Los jueces habían dictado
sentencia. No había salvación, la muerte era la única salida al castigo. Miro a
su alrededor, en la celda no había mucho. Las cuatro paredes que le rodeaban y
una puerta que siempre estaba cerrada. No habían ventana, nada le conectaba con
el mundo exterior.
Estaba solo, pero sabía que no sería por mucho tiempo.
En esa celda por no haber, no habían ni ratas. Esos pequeños roedores que acompañaban a algunos, pero no se atrevían a entrar en esos módulos del edificio. Los guardias que ahí entraban eran mudos y sordos. Al menos no eran ciegos, aunque solo podían ver las paredes y las puertas, nunca tenían contacto visual con los prisioneros.
Solo habían dos soldados que tenían permiso de abrir las celdas y tenían las llaves de todas estas. Pero eran dos ogros, literalmente. Aquello era gracioso, porque todos aquellos que vivían fuera en libertad creían que los ogros ya no existían. Era una creencia de privilegiados.

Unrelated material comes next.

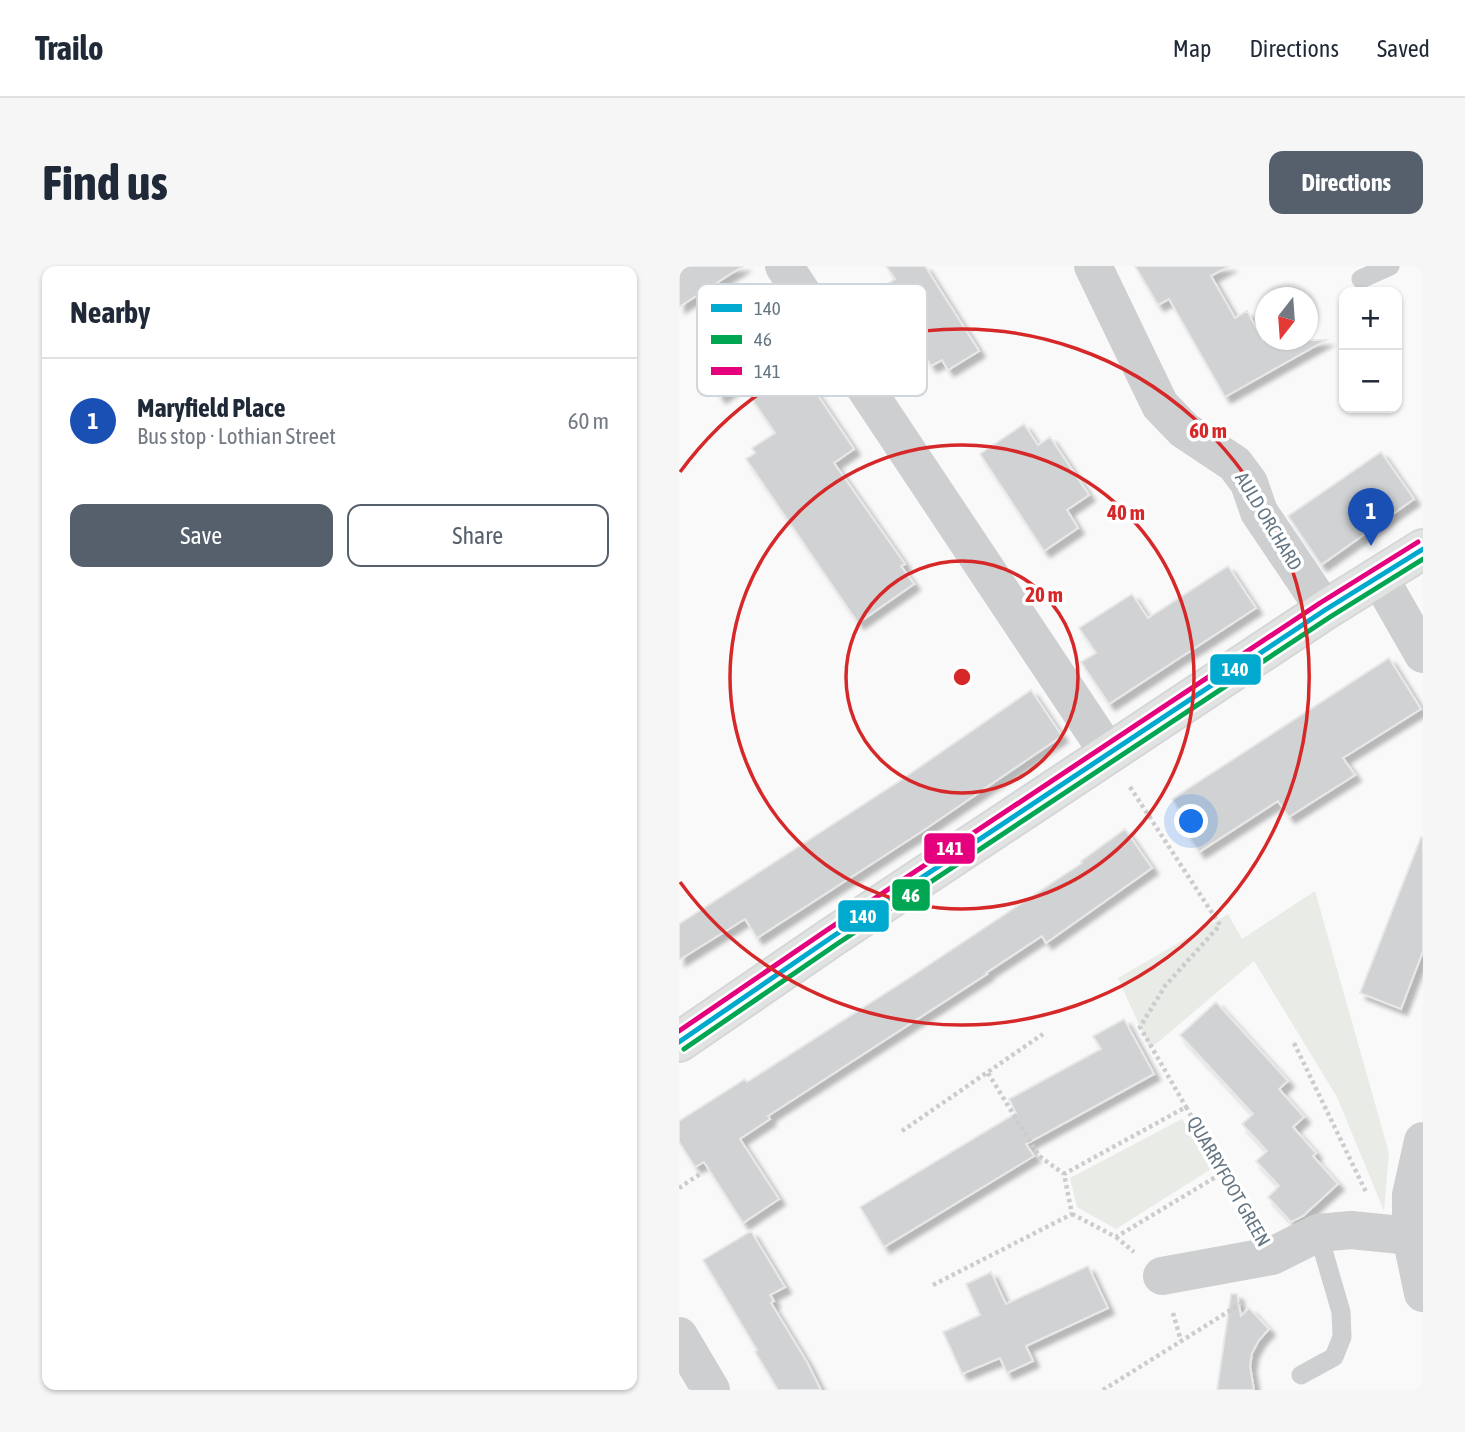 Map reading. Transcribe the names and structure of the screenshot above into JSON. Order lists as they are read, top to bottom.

Solo le restaba esperar a que los minutos pasaran lentamente, él y su mente, no había nadie más. Aquello estaba siendo su peor tortura, todos los recuerdos acudían para pedir atención inmediata y todo eran dolorosos.
Recordaba a su pequeña hija, tan solo tenía 6 años, y su dulce mujer. Ahora ellas dos debían vivir solar, vivir en ese mundo cruel. Temía por ellas, cualquier cosa les podía suceder.
Respiró con tranquilidad, respiró ese aire contaminado, ese aire encerrado que se quedaba en los pulmones tan solo para dañar el cuerpo, y los recuerdos siguieron atenazándole.
El día que lo separaron de su familia, el día que le robaron la libertad, el día que se equivocaron y condenaron a un inocente en lugar del culpable.
Una mujer llorando desconsoladamente a las puertas de la sala de juicios, no la dejaron entrar por estar demasiado nerviosa. Y la pequeña niña, con brillantes lagrimas en sus ojos. Las intentaba evitar pero con la voz temblorosa no dejaba de decir;
-Papa.. yo seré fuerte, cuidare de mamá, y te esperaremos.
Para ser una niña de 6 años había visto demasiado, había vivido demasiado en un mundo donde no podría ser nunca libre, donde no podría ser nunca una niña.
Pero ya era tarde. Aquella dulce niña debía ser una mujer, y la mujer una anciana. Los rostros que vagaban en su mente ya no existían y pronto él tampoco.